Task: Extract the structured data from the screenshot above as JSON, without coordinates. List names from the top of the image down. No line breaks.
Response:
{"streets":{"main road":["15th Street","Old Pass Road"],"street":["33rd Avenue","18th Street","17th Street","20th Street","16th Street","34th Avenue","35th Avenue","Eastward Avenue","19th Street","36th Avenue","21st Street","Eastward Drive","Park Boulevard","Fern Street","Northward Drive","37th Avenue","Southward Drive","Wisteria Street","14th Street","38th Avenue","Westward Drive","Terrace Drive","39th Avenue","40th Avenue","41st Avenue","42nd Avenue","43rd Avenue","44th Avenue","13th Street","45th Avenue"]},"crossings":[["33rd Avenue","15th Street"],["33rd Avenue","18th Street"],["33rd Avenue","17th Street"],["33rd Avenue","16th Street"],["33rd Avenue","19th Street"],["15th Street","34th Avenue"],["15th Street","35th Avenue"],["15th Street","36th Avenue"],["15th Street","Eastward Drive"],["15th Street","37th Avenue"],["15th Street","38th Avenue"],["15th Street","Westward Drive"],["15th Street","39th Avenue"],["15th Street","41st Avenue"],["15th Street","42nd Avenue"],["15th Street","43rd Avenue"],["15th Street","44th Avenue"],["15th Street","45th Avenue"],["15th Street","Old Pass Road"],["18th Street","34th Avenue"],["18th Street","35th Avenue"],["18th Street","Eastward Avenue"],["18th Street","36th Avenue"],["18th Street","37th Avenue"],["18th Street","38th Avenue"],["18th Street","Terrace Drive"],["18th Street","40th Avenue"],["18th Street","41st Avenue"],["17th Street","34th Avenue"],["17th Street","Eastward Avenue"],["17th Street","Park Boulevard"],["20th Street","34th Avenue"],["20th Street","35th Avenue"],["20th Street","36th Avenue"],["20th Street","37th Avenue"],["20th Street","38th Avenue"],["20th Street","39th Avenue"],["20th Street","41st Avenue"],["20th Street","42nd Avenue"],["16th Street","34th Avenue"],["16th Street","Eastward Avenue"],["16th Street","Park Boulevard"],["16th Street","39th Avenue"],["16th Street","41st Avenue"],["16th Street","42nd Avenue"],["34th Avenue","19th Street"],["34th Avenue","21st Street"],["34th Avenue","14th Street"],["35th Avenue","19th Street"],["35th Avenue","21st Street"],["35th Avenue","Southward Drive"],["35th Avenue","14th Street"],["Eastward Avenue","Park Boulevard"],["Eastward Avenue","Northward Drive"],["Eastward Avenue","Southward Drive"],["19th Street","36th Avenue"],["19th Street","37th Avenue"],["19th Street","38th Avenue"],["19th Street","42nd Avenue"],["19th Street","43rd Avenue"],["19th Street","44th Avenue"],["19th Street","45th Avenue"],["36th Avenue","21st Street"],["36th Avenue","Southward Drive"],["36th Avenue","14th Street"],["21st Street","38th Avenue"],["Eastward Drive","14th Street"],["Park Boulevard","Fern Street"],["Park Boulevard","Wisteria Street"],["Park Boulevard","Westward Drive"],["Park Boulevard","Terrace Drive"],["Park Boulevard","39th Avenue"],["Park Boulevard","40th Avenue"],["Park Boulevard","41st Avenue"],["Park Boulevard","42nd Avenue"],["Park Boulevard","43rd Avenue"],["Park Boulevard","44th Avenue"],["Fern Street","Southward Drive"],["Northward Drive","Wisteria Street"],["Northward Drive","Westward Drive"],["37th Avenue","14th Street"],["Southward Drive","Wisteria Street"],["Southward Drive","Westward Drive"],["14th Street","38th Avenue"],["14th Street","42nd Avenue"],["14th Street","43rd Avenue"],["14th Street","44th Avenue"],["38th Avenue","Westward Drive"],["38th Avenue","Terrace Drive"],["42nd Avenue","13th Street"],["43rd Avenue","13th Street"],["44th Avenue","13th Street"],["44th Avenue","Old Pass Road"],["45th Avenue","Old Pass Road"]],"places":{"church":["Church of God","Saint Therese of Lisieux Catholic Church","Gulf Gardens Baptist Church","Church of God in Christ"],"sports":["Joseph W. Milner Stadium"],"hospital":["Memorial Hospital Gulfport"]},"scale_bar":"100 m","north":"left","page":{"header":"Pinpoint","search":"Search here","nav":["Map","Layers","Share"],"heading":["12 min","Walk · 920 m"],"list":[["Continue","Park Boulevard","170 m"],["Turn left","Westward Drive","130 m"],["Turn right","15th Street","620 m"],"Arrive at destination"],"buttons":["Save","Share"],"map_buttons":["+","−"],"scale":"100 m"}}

_ _ _ _ _

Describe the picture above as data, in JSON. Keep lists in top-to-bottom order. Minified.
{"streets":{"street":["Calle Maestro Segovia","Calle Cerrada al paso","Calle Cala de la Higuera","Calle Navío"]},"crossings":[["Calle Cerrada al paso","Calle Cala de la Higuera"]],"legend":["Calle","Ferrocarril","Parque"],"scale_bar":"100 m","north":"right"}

_ _ _ _ _

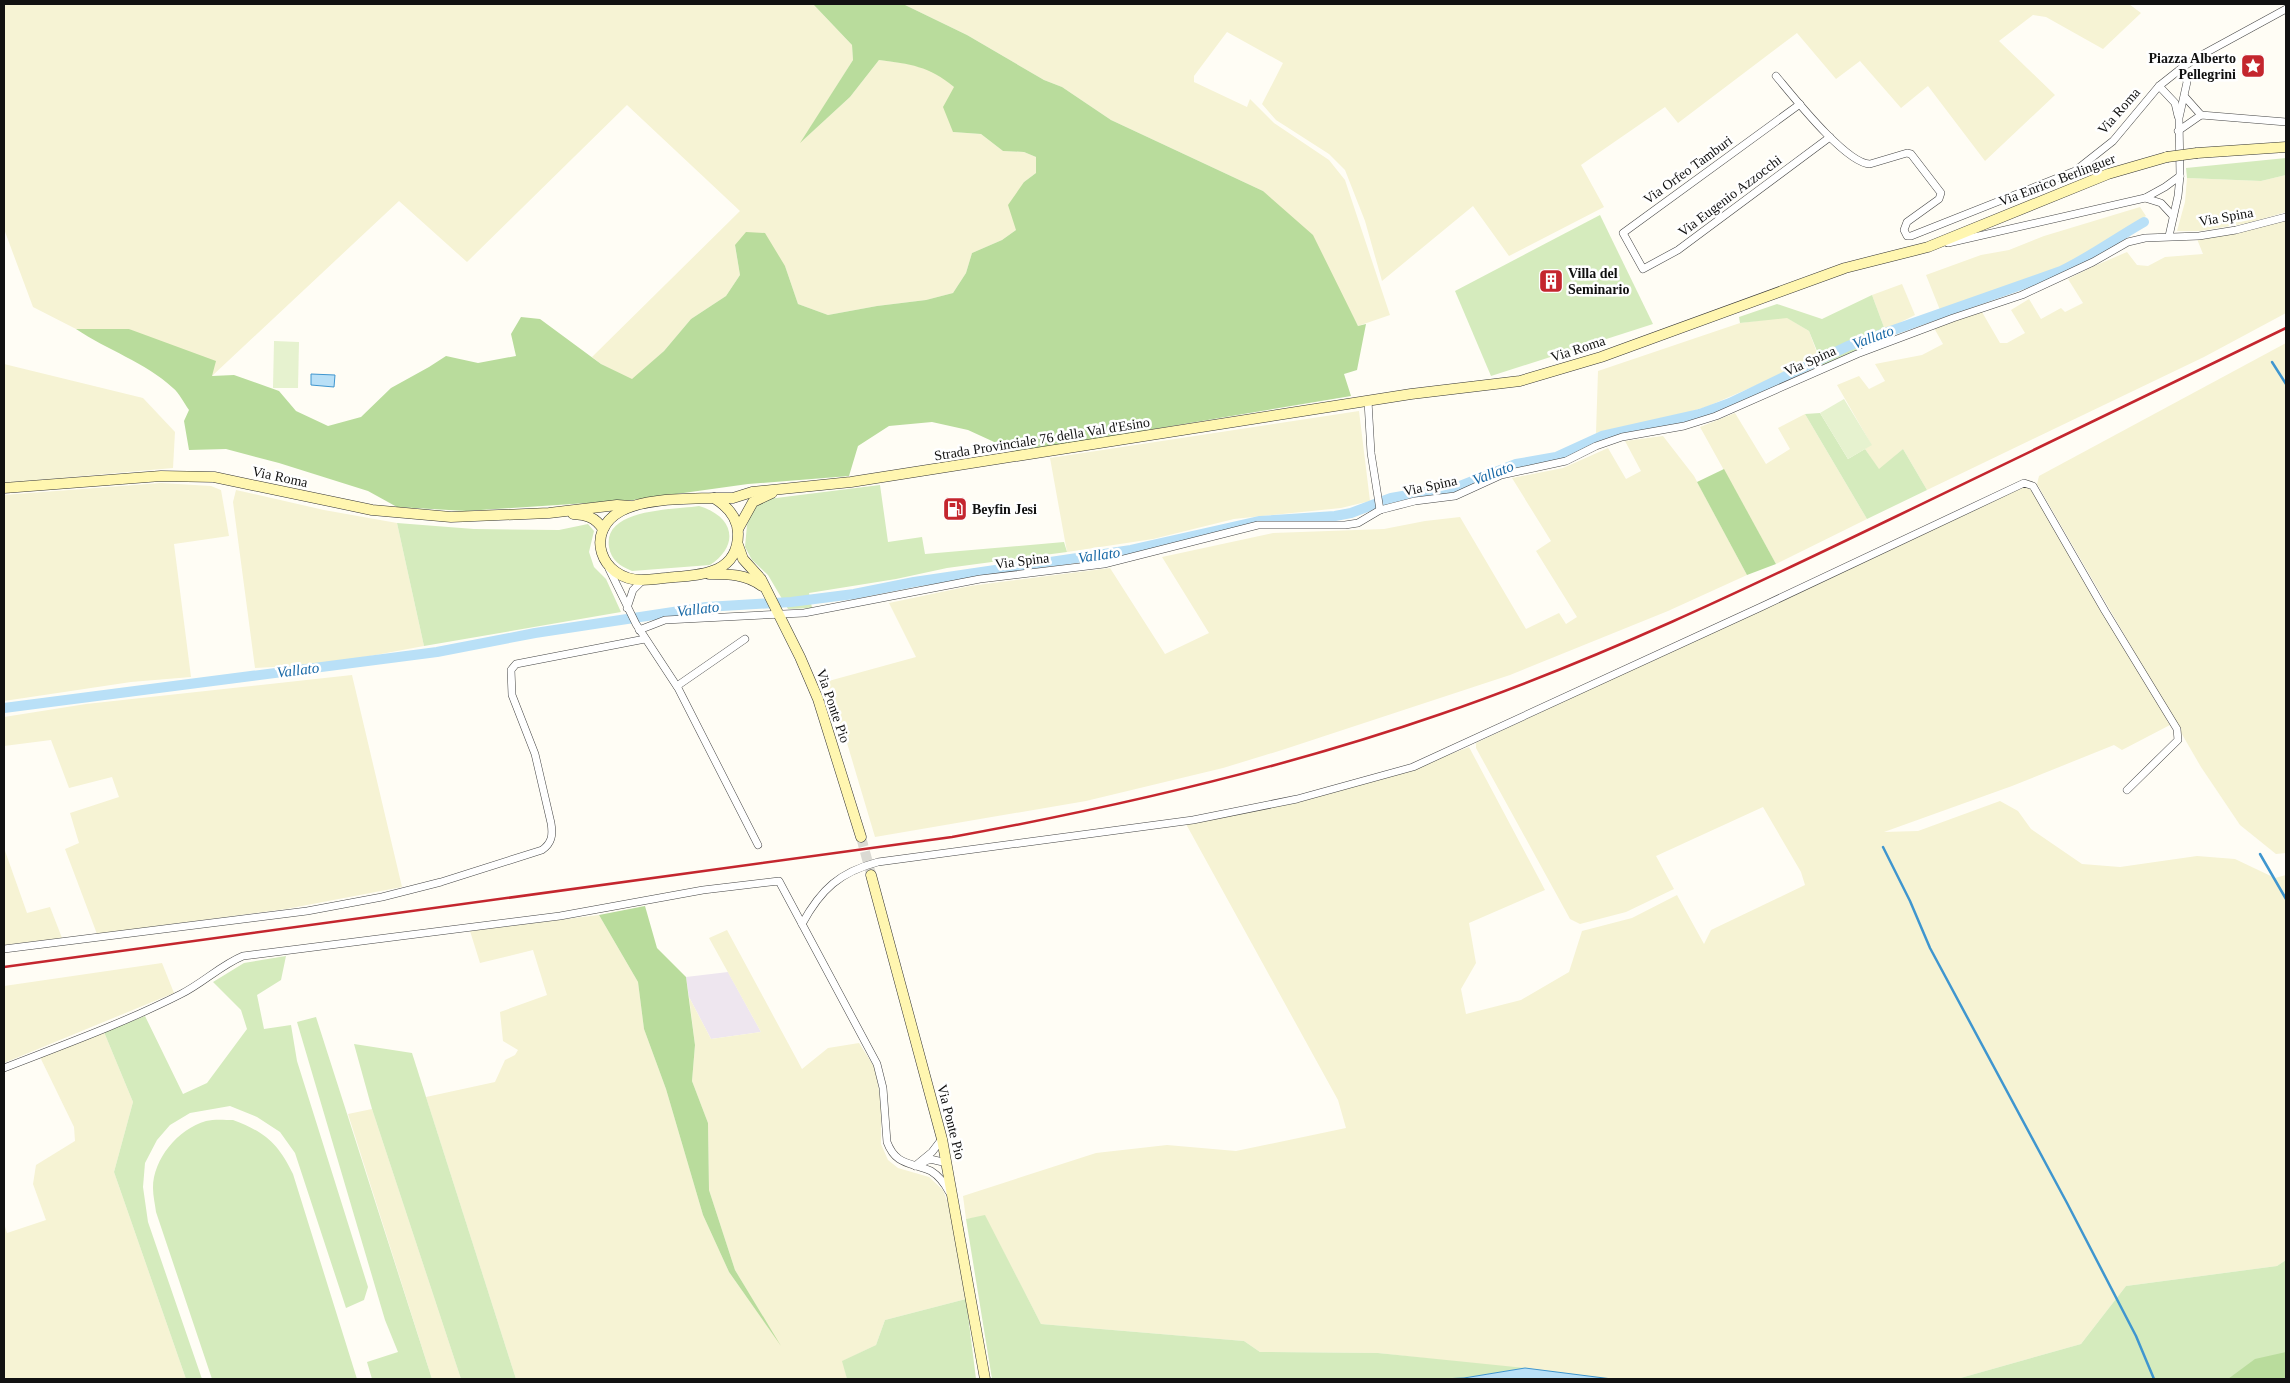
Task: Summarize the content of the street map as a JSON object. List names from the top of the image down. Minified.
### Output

_ _ _ _ _

_Exercise brief_
Which lines in the data above hold the string "from"? Return each of them.

_Written reply_
Task: Extract the structured data from the screenshot above as JSON, without coordinates. List names from the top of the image down. No line breaks.
Task: Summarize the content of the street map as a JSON object. List names from the top of the image down. Minified.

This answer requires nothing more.